### Data shown
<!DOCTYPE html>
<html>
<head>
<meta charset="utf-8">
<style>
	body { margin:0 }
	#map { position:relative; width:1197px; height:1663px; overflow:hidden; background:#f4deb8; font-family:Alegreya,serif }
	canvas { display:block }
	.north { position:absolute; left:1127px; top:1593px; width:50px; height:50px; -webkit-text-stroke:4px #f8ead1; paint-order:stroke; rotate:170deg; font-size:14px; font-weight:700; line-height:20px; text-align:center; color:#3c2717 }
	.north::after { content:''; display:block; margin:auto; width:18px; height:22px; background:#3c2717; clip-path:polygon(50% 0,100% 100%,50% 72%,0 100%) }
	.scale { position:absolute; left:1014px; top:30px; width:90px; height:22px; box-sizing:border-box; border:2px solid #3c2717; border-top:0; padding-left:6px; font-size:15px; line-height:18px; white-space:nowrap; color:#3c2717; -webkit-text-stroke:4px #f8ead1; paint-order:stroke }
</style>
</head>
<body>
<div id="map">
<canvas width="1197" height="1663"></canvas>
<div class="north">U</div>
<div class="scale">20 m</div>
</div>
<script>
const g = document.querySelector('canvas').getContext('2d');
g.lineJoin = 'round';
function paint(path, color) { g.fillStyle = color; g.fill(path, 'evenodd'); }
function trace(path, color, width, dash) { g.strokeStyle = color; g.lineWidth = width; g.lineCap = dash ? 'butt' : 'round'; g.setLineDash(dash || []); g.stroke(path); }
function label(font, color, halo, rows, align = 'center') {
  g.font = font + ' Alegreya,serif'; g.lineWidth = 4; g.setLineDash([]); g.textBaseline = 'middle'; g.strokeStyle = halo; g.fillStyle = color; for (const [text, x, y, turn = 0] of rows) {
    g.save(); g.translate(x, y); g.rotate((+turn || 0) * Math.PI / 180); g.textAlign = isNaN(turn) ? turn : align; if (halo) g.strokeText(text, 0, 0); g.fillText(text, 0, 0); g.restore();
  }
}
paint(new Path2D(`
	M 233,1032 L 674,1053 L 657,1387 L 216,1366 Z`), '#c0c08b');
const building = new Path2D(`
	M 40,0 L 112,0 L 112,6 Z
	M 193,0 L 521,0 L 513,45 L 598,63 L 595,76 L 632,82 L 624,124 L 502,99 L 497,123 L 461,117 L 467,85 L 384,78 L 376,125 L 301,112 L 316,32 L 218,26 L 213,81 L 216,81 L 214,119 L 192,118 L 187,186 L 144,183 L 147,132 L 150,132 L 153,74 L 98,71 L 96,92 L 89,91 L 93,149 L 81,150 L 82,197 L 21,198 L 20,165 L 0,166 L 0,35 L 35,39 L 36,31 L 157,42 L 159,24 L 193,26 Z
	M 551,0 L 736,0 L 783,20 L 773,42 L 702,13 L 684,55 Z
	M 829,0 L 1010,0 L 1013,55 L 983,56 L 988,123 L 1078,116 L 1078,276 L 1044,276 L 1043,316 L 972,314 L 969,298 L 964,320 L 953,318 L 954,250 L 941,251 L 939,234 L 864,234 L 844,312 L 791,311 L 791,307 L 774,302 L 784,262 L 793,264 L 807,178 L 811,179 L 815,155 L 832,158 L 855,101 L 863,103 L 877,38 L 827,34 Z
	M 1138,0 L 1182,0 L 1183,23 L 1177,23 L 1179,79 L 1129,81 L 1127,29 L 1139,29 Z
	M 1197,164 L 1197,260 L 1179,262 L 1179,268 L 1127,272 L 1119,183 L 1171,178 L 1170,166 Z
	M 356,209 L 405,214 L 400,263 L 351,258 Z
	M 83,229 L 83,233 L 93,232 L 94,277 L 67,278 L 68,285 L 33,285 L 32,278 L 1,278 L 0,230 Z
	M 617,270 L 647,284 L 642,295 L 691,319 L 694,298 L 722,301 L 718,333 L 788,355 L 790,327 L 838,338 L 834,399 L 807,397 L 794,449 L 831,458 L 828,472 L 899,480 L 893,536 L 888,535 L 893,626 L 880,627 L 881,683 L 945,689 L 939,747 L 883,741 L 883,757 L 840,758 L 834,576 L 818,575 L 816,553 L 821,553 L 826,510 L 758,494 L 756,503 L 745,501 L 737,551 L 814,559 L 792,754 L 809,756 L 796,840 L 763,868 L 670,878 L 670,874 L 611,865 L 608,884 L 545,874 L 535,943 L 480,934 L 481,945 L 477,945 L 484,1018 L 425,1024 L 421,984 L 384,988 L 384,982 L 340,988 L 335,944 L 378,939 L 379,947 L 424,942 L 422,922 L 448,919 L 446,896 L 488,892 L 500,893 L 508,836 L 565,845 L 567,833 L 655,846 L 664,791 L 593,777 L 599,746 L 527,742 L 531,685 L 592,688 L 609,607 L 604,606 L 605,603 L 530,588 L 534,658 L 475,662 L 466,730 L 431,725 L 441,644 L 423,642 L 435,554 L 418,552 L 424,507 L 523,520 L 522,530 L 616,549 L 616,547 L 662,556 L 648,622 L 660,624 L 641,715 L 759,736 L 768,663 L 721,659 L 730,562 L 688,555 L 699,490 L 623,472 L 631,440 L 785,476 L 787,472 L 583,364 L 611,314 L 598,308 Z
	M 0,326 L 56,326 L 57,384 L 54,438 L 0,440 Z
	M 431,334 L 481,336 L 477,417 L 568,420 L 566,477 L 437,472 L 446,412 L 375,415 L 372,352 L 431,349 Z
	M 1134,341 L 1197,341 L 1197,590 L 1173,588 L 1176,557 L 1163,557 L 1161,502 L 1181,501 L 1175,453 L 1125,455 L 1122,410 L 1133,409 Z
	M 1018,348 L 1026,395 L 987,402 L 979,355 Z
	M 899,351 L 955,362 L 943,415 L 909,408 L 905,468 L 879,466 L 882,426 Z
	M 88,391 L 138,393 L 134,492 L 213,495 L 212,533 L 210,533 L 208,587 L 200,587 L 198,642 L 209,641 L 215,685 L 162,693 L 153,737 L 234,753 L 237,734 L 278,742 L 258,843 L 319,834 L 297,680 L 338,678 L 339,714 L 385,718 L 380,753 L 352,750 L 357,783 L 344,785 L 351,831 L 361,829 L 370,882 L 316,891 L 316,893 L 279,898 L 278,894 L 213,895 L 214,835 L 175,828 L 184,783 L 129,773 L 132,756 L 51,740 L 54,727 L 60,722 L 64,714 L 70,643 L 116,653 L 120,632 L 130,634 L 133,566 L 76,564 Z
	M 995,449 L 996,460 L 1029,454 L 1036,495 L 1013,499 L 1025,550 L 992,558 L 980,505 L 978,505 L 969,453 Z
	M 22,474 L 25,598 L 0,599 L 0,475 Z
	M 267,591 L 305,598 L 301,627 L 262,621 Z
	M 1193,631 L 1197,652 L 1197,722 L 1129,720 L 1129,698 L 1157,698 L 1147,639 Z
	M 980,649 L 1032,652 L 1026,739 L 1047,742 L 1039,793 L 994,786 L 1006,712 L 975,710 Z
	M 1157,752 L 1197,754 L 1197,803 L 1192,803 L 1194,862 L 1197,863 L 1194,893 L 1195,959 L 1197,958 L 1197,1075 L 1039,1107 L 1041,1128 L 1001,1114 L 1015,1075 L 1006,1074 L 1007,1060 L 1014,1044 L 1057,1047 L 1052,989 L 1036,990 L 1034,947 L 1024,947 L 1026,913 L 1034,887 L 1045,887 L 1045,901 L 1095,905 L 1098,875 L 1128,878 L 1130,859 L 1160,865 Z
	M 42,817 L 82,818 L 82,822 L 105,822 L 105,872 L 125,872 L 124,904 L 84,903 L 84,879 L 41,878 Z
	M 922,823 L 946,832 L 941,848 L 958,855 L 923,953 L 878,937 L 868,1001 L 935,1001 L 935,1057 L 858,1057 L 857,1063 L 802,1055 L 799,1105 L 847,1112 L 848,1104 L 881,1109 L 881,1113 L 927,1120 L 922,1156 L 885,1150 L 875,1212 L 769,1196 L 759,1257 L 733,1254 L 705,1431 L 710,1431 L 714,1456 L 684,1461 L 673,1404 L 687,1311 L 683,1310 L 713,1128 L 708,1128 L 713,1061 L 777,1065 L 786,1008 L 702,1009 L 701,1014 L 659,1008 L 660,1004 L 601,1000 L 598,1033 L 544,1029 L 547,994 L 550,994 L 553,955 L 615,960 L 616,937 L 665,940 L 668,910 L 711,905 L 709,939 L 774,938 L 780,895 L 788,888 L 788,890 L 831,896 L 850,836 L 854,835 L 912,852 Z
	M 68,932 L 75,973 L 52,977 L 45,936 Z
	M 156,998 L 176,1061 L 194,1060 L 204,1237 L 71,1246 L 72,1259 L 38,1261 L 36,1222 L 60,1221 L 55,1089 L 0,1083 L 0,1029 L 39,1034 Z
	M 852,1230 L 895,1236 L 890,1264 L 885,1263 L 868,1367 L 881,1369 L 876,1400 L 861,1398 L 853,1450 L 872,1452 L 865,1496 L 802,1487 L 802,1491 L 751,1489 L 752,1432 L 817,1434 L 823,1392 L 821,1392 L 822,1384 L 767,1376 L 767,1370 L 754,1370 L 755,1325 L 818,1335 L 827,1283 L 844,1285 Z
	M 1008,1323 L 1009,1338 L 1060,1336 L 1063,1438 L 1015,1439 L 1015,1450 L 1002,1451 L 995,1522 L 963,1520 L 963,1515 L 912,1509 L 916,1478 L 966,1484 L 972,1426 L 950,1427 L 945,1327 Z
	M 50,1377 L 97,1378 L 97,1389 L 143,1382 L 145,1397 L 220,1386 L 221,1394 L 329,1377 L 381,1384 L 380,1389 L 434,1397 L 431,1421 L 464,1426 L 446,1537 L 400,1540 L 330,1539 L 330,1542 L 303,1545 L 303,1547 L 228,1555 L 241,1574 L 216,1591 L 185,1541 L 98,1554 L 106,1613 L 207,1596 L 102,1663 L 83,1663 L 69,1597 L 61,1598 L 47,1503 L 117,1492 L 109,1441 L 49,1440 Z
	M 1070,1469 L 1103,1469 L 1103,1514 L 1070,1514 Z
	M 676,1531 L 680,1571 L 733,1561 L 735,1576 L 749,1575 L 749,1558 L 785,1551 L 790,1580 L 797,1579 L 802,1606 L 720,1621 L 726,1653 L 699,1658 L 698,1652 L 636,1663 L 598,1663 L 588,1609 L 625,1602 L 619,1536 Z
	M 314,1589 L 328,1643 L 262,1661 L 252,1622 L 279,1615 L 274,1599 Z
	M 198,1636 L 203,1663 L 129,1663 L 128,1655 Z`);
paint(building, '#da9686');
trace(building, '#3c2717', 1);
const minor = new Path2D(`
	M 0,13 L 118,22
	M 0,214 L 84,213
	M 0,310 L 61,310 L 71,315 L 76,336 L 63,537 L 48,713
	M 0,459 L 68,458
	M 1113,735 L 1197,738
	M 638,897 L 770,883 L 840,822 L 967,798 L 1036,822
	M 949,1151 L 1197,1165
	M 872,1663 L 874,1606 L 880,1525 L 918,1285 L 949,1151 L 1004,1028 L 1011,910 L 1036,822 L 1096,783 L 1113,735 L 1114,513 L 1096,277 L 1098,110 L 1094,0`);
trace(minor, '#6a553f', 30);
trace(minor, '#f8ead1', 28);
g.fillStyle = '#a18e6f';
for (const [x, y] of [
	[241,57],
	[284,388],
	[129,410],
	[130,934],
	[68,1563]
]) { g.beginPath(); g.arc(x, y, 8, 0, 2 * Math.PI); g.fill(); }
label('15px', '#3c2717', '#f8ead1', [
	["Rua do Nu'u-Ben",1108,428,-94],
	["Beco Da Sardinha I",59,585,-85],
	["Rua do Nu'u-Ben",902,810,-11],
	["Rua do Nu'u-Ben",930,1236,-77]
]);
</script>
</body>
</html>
---
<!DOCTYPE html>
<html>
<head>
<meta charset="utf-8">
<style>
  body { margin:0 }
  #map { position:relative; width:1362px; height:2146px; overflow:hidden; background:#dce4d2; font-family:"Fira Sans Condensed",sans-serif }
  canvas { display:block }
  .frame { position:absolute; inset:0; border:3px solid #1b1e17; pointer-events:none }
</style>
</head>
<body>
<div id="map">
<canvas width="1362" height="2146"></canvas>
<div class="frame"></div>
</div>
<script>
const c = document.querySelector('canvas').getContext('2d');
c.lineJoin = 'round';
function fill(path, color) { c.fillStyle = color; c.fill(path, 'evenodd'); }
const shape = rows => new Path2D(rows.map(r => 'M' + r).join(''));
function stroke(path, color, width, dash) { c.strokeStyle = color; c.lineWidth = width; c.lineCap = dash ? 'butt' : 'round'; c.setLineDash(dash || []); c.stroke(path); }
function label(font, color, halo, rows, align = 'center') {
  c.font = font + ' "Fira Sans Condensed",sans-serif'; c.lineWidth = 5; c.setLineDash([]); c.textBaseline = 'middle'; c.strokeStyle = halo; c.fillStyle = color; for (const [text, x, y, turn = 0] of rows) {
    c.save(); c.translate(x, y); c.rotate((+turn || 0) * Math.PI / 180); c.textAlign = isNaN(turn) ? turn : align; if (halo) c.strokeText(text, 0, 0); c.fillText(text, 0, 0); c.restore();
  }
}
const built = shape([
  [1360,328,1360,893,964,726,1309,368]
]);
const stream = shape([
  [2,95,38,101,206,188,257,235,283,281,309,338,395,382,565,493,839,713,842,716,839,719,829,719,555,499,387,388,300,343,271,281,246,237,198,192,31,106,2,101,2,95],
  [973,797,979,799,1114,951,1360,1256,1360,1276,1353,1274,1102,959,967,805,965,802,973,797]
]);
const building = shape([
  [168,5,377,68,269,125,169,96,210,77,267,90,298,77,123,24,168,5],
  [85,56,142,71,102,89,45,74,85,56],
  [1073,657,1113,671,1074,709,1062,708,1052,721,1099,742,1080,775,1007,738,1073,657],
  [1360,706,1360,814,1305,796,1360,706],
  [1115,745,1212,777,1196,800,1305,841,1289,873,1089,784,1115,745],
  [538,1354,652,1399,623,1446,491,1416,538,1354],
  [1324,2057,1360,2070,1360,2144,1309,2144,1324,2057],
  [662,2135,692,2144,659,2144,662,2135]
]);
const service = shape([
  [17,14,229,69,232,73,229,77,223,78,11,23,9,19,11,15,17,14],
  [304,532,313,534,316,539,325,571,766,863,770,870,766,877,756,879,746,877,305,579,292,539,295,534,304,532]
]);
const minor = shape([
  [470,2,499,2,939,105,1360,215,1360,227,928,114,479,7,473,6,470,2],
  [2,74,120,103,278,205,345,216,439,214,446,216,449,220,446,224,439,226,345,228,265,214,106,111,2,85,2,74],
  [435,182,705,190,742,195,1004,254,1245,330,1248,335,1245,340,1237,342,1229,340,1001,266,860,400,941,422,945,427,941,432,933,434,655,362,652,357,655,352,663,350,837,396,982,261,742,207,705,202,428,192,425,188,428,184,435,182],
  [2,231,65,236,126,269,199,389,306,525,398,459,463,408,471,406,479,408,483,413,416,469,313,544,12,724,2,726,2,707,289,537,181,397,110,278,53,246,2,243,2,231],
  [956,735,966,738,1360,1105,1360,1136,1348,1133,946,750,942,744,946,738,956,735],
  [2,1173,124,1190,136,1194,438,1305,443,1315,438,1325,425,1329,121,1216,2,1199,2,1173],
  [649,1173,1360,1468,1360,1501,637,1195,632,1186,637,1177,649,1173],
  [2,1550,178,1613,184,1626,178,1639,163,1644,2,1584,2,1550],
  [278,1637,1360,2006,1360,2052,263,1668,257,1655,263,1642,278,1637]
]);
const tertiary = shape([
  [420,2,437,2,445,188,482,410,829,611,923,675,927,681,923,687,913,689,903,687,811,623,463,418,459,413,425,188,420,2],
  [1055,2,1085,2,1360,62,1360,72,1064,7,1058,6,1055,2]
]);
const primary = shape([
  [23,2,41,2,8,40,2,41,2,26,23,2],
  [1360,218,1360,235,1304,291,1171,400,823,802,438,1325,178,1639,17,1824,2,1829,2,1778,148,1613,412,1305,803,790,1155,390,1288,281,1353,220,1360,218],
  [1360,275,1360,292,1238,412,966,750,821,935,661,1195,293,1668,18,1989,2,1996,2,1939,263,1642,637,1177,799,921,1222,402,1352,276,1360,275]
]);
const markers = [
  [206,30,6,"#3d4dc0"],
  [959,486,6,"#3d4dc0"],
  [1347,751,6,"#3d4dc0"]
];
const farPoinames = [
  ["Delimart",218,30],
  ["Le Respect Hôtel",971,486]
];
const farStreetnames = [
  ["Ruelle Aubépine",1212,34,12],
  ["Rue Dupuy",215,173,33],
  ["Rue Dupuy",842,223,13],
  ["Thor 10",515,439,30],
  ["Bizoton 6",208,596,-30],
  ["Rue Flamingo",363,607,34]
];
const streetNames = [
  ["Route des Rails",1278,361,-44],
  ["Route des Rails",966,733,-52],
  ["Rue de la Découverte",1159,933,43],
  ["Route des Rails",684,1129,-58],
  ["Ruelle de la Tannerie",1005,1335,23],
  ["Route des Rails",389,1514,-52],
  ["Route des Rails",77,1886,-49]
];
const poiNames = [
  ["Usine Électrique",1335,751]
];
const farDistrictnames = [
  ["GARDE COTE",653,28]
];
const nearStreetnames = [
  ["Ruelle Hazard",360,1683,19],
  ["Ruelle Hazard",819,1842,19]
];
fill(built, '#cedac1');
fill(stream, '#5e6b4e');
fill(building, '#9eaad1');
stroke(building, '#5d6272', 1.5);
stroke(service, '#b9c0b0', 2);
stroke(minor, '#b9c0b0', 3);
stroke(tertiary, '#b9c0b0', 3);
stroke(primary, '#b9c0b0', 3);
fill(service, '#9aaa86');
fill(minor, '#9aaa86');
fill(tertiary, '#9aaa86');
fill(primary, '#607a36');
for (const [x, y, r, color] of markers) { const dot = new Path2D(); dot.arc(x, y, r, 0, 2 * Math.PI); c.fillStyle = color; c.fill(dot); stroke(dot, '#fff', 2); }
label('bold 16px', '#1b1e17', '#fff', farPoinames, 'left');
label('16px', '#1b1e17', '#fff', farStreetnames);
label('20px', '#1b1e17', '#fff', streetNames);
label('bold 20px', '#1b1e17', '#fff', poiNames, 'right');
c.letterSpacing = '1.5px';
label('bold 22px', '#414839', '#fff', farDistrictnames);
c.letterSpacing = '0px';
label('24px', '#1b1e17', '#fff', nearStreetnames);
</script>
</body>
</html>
---
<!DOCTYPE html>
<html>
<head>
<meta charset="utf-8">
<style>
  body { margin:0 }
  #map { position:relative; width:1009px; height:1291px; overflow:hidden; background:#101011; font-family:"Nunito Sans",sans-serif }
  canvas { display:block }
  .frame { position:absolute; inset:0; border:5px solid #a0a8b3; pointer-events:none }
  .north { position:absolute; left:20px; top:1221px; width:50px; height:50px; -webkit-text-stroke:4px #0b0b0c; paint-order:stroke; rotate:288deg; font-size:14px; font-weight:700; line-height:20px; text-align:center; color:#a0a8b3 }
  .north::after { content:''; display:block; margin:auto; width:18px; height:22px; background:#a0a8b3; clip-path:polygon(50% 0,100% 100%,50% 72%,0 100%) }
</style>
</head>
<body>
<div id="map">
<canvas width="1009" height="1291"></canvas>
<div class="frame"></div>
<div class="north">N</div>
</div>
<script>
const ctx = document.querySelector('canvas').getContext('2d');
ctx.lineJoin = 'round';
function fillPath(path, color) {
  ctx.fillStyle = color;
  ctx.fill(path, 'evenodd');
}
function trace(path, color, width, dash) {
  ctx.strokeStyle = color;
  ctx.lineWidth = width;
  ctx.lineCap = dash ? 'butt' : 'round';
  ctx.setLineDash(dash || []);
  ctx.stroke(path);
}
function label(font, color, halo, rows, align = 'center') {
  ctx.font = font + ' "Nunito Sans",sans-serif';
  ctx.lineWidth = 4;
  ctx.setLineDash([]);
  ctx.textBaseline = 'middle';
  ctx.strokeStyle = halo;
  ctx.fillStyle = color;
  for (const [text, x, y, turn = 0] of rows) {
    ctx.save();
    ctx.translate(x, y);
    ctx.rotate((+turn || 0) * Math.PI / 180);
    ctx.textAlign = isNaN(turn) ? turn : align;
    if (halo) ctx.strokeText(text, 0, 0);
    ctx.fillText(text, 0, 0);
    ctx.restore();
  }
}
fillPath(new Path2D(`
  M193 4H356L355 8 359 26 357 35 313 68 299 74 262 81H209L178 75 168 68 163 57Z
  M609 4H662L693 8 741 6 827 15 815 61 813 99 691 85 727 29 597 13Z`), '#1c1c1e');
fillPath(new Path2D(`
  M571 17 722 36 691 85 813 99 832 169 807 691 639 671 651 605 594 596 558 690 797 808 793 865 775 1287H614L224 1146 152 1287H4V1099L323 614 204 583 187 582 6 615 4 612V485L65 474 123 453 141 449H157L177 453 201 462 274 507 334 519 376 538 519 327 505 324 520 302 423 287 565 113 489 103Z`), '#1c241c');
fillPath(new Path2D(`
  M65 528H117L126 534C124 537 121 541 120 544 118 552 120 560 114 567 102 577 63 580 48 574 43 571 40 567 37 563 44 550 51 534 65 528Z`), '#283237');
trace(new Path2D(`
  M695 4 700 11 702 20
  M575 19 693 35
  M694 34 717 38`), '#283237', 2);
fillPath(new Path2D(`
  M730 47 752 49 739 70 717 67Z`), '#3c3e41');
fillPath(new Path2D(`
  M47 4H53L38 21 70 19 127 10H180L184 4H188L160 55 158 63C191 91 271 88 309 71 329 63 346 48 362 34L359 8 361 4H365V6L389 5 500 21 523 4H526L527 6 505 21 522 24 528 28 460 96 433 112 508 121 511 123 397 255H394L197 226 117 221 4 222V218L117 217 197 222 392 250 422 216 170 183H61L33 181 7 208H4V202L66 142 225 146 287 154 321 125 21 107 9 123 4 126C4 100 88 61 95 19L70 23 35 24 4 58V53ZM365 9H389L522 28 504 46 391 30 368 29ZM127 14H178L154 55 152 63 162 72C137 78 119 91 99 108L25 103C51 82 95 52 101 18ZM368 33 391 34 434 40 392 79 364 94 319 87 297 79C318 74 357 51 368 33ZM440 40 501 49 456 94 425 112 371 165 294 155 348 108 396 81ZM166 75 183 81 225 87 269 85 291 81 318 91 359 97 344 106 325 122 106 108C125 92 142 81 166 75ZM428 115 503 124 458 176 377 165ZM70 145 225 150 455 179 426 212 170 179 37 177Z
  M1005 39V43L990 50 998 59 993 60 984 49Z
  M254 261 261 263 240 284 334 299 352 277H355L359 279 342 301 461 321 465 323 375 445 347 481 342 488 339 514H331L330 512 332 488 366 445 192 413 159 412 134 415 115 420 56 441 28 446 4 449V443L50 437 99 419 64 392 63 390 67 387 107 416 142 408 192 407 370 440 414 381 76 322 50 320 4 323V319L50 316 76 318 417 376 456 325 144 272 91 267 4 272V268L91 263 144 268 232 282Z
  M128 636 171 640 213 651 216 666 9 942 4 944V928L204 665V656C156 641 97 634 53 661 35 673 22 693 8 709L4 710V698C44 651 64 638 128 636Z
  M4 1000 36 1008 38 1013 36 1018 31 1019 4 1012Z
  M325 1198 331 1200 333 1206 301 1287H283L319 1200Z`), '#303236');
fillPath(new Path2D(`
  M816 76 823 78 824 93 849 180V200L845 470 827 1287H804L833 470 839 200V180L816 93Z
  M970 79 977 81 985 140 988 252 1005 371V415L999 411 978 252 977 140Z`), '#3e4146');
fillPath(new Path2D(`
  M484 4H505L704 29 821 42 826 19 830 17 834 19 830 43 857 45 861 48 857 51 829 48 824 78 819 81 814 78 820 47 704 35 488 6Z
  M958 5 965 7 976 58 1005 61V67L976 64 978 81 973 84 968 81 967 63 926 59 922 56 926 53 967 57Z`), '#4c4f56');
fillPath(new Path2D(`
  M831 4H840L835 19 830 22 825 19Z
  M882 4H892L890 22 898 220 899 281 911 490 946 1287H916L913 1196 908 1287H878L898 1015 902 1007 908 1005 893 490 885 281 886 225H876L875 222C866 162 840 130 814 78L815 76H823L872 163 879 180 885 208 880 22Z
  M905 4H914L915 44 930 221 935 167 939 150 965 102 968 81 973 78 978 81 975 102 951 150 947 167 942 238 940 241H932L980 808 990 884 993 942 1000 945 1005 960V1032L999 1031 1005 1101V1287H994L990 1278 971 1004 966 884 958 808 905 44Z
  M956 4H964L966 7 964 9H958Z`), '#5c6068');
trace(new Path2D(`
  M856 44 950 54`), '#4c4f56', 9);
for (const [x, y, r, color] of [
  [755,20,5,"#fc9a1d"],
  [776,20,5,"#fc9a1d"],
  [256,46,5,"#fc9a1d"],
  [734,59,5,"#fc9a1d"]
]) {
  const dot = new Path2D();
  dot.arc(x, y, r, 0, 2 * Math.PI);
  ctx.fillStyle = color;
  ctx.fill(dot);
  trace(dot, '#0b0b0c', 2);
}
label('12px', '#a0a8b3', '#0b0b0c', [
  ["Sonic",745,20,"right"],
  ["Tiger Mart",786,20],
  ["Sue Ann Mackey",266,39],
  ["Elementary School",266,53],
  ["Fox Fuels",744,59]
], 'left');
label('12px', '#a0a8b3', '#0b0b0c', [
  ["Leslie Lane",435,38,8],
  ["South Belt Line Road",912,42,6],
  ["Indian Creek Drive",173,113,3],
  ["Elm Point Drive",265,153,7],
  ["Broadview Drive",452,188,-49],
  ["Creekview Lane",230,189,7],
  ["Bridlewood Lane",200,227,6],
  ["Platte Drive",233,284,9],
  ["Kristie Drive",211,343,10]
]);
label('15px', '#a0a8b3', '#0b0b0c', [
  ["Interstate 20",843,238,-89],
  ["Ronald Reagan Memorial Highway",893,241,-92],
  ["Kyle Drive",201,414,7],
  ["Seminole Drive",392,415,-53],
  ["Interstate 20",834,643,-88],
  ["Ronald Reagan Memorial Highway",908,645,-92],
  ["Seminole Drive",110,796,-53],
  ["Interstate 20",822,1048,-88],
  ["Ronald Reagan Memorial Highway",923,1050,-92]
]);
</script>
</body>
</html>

### Exercise instructions
Every line above with the word "function" is to be copied out.

### Task result
function paint(path, color) { g.fillStyle = color; g.fill(path, 'evenodd'); }
function trace(path, color, width, dash) { g.strokeStyle = color; g.lineWidth = width; g.lineCap = dash ? 'butt' : 'round'; g.setLineDash(dash || []); g.stroke(path); }
function label(font, color, halo, rows, align = 'center') {
function fill(path, color) { c.fillStyle = color; c.fill(path, 'evenodd'); }
function stroke(path, color, width, dash) { c.strokeStyle = color; c.lineWidth = width; c.lineCap = dash ? 'butt' : 'round'; c.setLineDash(dash || []); c.stroke(path); }
function label(font, color, halo, rows, align = 'center') {
function fillPath(path, color) {
function trace(path, color, width, dash) {
function label(font, color, halo, rows, align = 'center') {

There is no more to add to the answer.